But the whole sensation felt oddly familiar.
I shook the thought away, focusing on the rhythm, the swing of my hips, the sway of the fabric I was modeling. But the sensation lingered stubbornly.
The crowd applauded at the right moments, the flashes of cameras burning into my vision. I kept walking, kept smiling, kept performing, but the awareness stayed. It was in my chestnow, a heartbeat that felt foreign while a weight pressed at the back of my mind.
A familiar warmth twisted with unease. The floorboards beneath my heels seemed too sharp, the air too thick, as if it were charged with expectation.
I tried to shake it off, reminding myself that the eyes watching belonged to my friends’ families and their associates. But it was precisely that which made me uneasy. After my experience five years ago, it was quite normal, but it still made me paranoid to be around people I didn’t know. It was the reason I was always reserved around my friends’ families while hiding in plain sight as my mom said I should.
It’d served me well so far. And yet… there was a pull I couldn’t explain. A feeling that made my pulse hitch, that made my movements slightly sharper, a touch more careful.
With every step I took on the runway, warning crawled up my spine and curled in my stomach. The lights were blinding, but somehow they couldn’t diminish the weight of someone’s gaze on me.
I kept walking. And in the back of my mind, buried under the music and the applause, a question whispered, trembled, begged to be answered:
Who is watching me?
TWENTY-TWO
AIDEN
The memory from five years ago slammed into me like a freight train.
I’d just buried her or whatever was left of her. I’d stood at the edge of the grave and watched the casket descend into the open earth, the sound of clinking chains and shifting dirt echoing in my skull. The priest’s voice was a low, hollow murmur, swallowed by the wails and noise around me.
I couldn’t feel anything.
Back in the penthouse, the silence greeted me, heavy and unmoving. It pressed against my chest, just as my wife’s wedding ring dug into my palm and guilt into my heart.
The home was still, too still, as if it was holding its breath.
Raven’s things were everywhere, untouched, and almost frozen in time. Her sweater was slung over the back of the chair, a pale ghost of her warmth. Her favorite mug sat by the sink, the faint ring of coffee dried at the bottom. Her perfume still clung to the air, curling through the room like a memory refusing to fade.
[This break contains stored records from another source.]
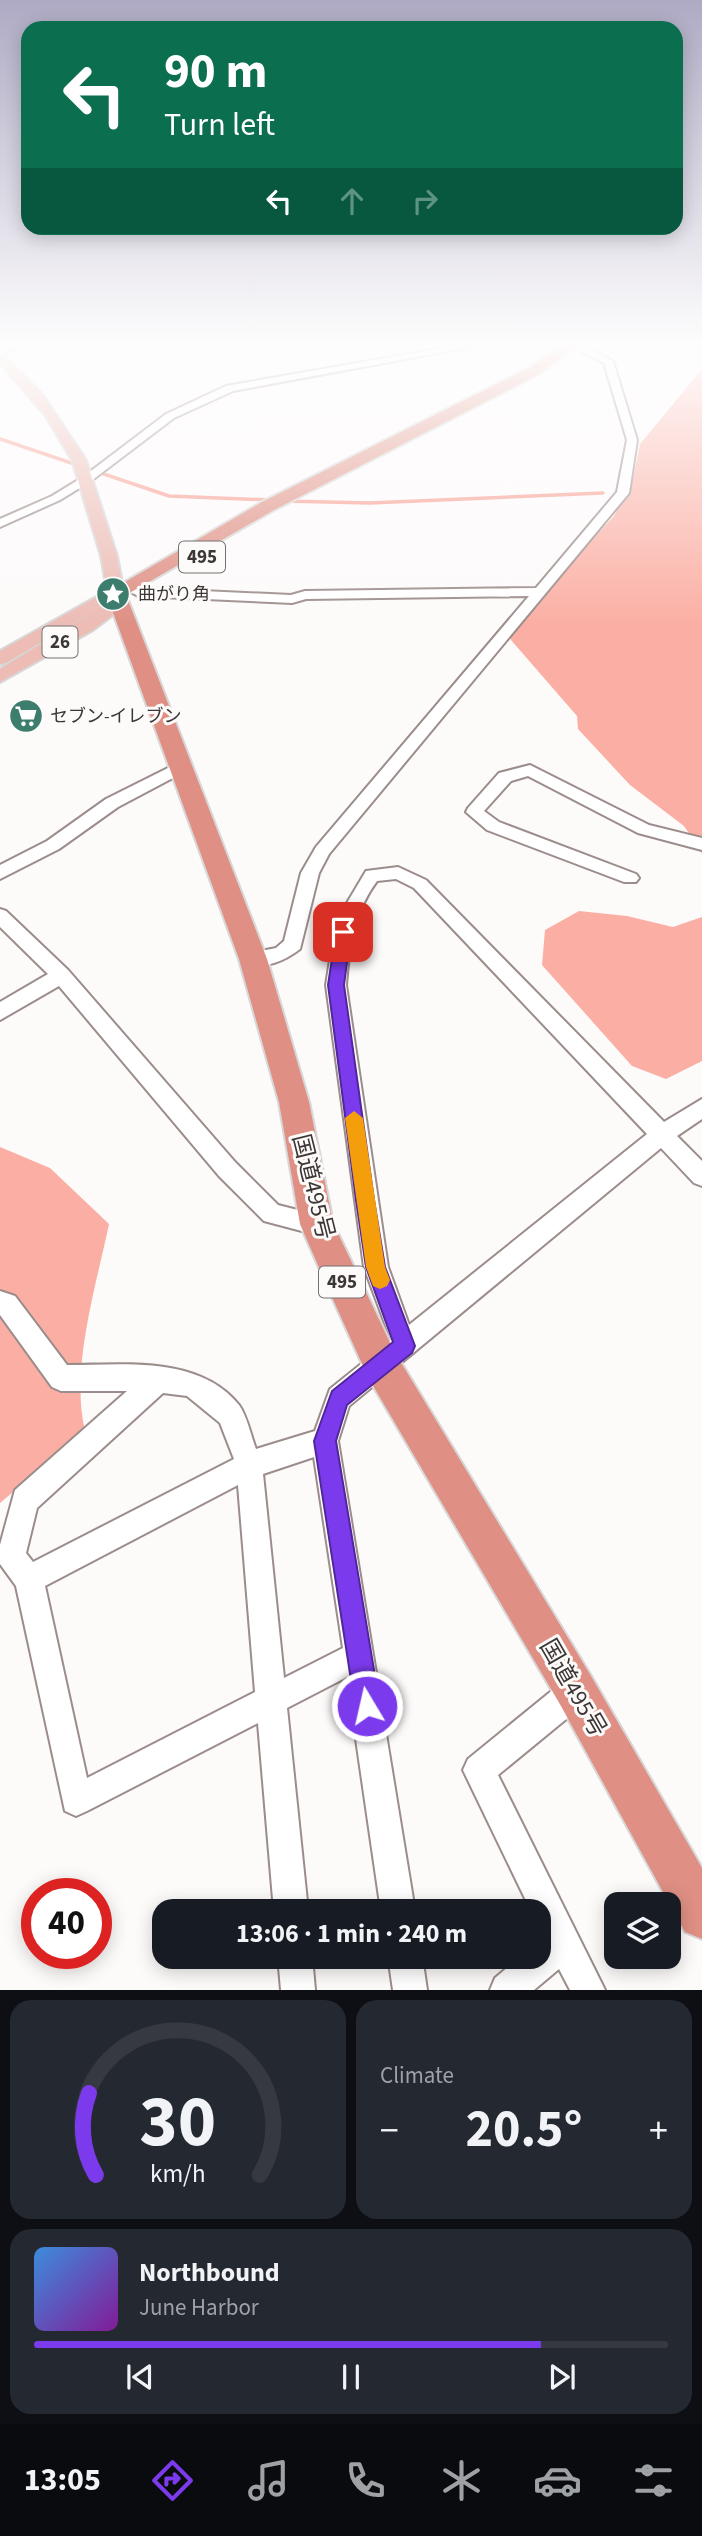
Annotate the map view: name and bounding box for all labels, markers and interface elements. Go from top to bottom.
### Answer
text: 90 m [164,37,268,107]
icon: left [49,49,140,140]
text: Turn left [164,102,275,148]
icon: left [260,182,298,220]
icon: ahead [333,182,371,220]
icon: right [406,182,444,220]
road number: 495 [179,542,225,572]
place icon: 曲がり角 [94,575,132,613]
place label: 曲がり角 [138,582,210,607]
road number: 26 [42,626,78,657]
supermarket icon: セブン-イレブン [7,697,45,735]
place label: セブン-イレブン [50,704,182,729]
pin [313,902,373,962]
icon: arrive [324,913,362,951]
street label: 国道495号 [283,1130,343,1244]
road number: 495 [319,1266,365,1298]
street label: 国道495号 [531,1633,615,1743]
position arrow [330,1669,404,1743]
speed limit sign: 40 [21,1878,112,1969]
map controls [604,1892,681,1969]
button: layers [604,1892,681,1969]
text: 13:06 · 1 min · 240 m [236,1915,467,1952]
text: Climate [380,2059,454,2092]
text: 30 [140,2071,216,2175]
text: 20.5° [466,2093,582,2167]
text: − [380,2104,399,2158]
text: + [649,2104,668,2158]
text: km/h [150,2156,206,2192]
text: Northbound [139,2254,280,2291]
text: June Harbor [139,2291,259,2324]
icon: previous [121,2358,159,2396]
icon: pause [332,2358,370,2396]
icon: next [543,2358,581,2396]
icon: directions [148,2456,197,2505]
icon: music [244,2456,293,2505]
icon: phone [341,2456,390,2505]
icon: climate [437,2456,486,2505]
icon: car [533,2456,582,2505]
icon: filters [629,2456,678,2505]
text: 13:05 [24,2457,101,2503]

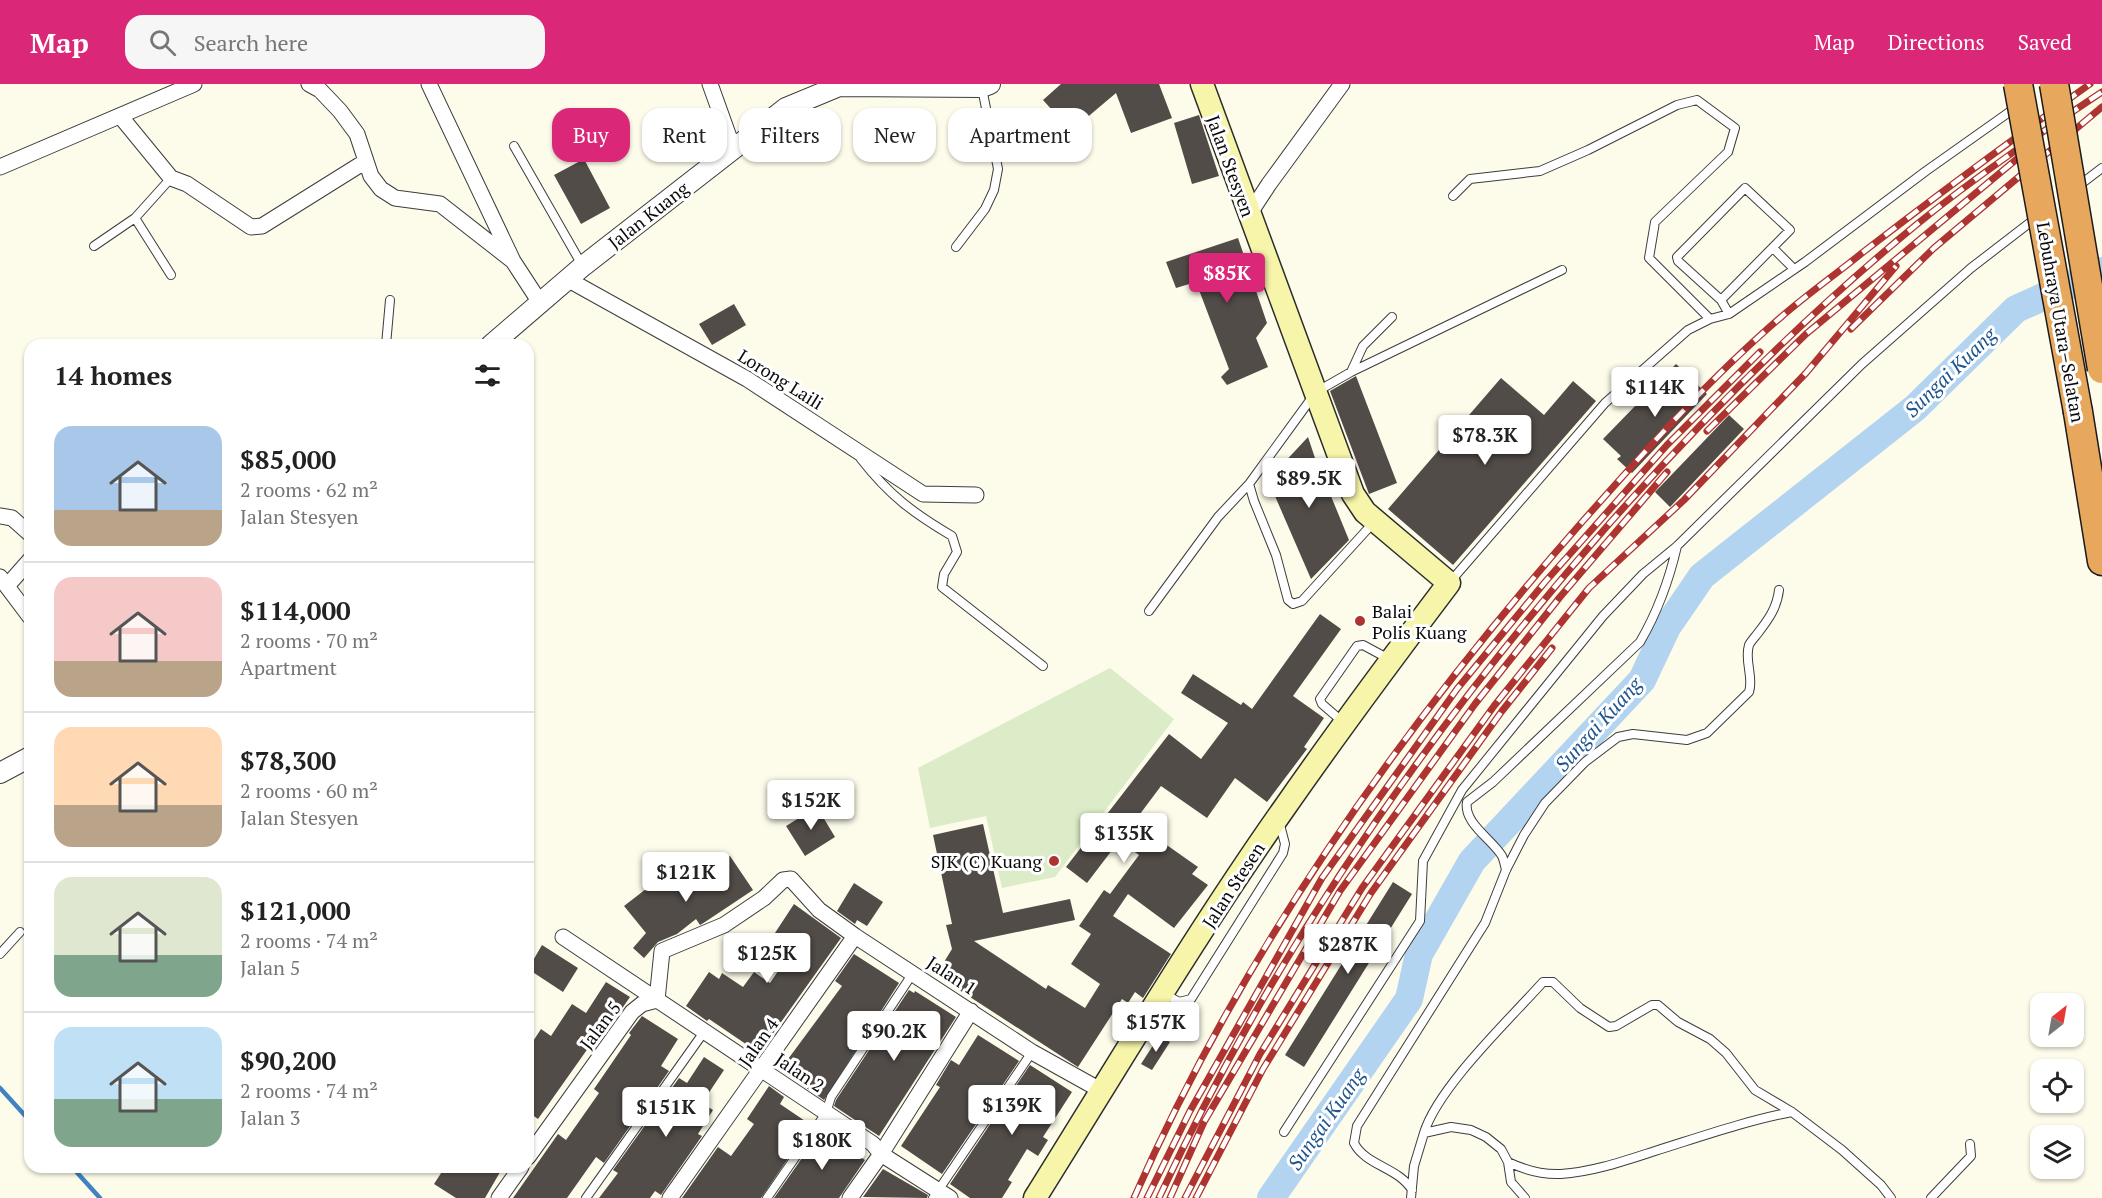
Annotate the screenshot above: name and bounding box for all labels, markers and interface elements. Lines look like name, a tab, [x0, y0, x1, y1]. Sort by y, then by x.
search box	[125, 15, 545, 69]
text: Map	[30, 24, 89, 61]
icon: search	[146, 26, 179, 59]
text: Search here	[194, 28, 308, 57]
text: Map	[1814, 28, 1855, 56]
text: Directions	[1888, 28, 1985, 56]
text: Saved	[2018, 28, 2072, 56]
chip: Buy	[552, 108, 630, 162]
chip: Rent	[642, 108, 727, 162]
chip: Filters	[739, 108, 841, 162]
chip: New	[853, 108, 936, 162]
chip: Apartment	[948, 108, 1092, 162]
street label: Jalan Stesyen	[1202, 112, 1261, 220]
street label: Jalan Kuang	[603, 176, 694, 254]
street label: Lebuhraya Utara–Selatan	[2032, 220, 2090, 424]
pin: $85K	[1191, 253, 1263, 304]
text: $85K	[1203, 259, 1251, 286]
water label: Sungai Kuang	[1898, 320, 2003, 423]
street label: Lorong Laili	[734, 343, 828, 415]
text: 14 homes	[54, 358, 172, 392]
icon: filters	[471, 359, 504, 392]
pin: $114K	[1613, 367, 1697, 418]
text: $114K	[1625, 373, 1685, 400]
pin: $78.3K	[1436, 415, 1534, 466]
text: $78.3K	[1452, 421, 1518, 448]
text: $85,000	[240, 442, 336, 476]
icon: home	[102, 450, 174, 522]
pin: $89.5K	[1260, 458, 1358, 509]
text: $89.5K	[1276, 464, 1342, 491]
text: 2 rooms · 62 m²	[240, 476, 378, 503]
text: Jalan Stesyen	[240, 503, 358, 530]
text: $114,000	[240, 593, 351, 627]
place label: Balai Polis Kuang	[1372, 599, 1467, 644]
icon: home	[102, 601, 174, 673]
marker: Balai Polis Kuang	[1353, 614, 1367, 628]
text: 2 rooms · 70 m²	[240, 627, 378, 654]
text: Apartment	[240, 654, 337, 681]
water label: Sungai Kuang	[1548, 670, 1648, 777]
text: $78,300	[240, 743, 336, 777]
icon: home	[102, 751, 174, 823]
text: 2 rooms · 60 m²	[240, 777, 378, 804]
pin: $152K	[769, 780, 853, 831]
text: $152K	[781, 786, 841, 813]
text: Jalan Stesyen	[240, 804, 358, 831]
pin: $135K	[1082, 813, 1166, 864]
text: $135K	[1094, 819, 1154, 846]
street label: Jalan Stesen	[1196, 837, 1270, 933]
place label: SJK (C) Kuang	[931, 849, 1043, 873]
pin: $121K	[644, 852, 728, 903]
marker: SJK (C) Kuang	[1047, 854, 1061, 868]
text: $121K	[656, 858, 716, 885]
text: $121,000	[240, 893, 351, 927]
icon: home	[102, 901, 174, 973]
pin: $287K	[1306, 924, 1390, 975]
text: 2 rooms · 74 m²	[240, 927, 378, 954]
text: $287K	[1318, 930, 1378, 957]
pin: $125K	[725, 933, 809, 984]
text: $125K	[737, 939, 797, 966]
street label: Jalan 1	[923, 950, 981, 1000]
text: Jalan 5	[240, 954, 300, 981]
north arrow	[2030, 993, 2084, 1047]
map controls	[2030, 993, 2084, 1179]
street label: Jalan 5	[574, 996, 626, 1054]
pin: $157K	[1114, 1002, 1198, 1053]
text: $157K	[1126, 1008, 1186, 1035]
pin: $90.2K	[845, 1011, 943, 1062]
street label: Jalan 4	[733, 1013, 784, 1071]
text: $90.2K	[861, 1017, 927, 1044]
text: $90,200	[240, 1043, 336, 1077]
street label: Jalan 2	[771, 1047, 829, 1097]
icon: home	[102, 1051, 174, 1123]
button: locate	[2030, 1059, 2084, 1113]
water label: Sungai Kuang	[1281, 1062, 1372, 1175]
text: 2 rooms · 74 m²	[240, 1077, 378, 1104]
pin: $139K	[970, 1085, 1054, 1136]
pin: $151K	[624, 1087, 708, 1138]
text: $139K	[982, 1091, 1042, 1118]
text: $151K	[636, 1093, 696, 1120]
text: Jalan 3	[240, 1104, 300, 1131]
pin: $180K	[780, 1120, 864, 1171]
button: layers	[2030, 1125, 2084, 1179]
text: $180K	[792, 1126, 852, 1153]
The sight of it all made my stomach twist. My chest ached so hard it felt like my ribs might crack. I hated that I could still smell her when she was gone.
Two short weeks.
That was all it took for her to carve her name into my bones. Two weeks of laughter, of teasing smirks, of late-night whispers that somehow mattered more than anything else.
Now, there was just absence.
How could someone become so essential in so little time? Maybe it was guilt. Maybe it was something deeper, something I wasn’t ready to admit. I didn’t know, and I couldn’t bear to find out.
I turned toward the window, toward the city bleeding orange and gold beneath the dying sun. The light hit the glass, sharp and blinding, painting the room in molten hues. It looked almost like fire.
Then my phone buzzed.
I flicked a glance at it. It was Uncle Jack.
For a moment, I thought about ignoring it. I didn’t want to hear his voice. I didn’t want to be dragged back into business and blood. Not today.
But habit won. I swiped to answer.
“Duncan swears the explosion had nothing to do with him” was his greeting. His voice was rough, strained. “He says it was a gas malfunction.”
“What the hell are you talking about?” My voice cracked, thin and sharp.
“He blames us for Raven’s death,” Jack said after a pause, the sound of a lighter flicking faintly in the background. “And he’s threatening war.”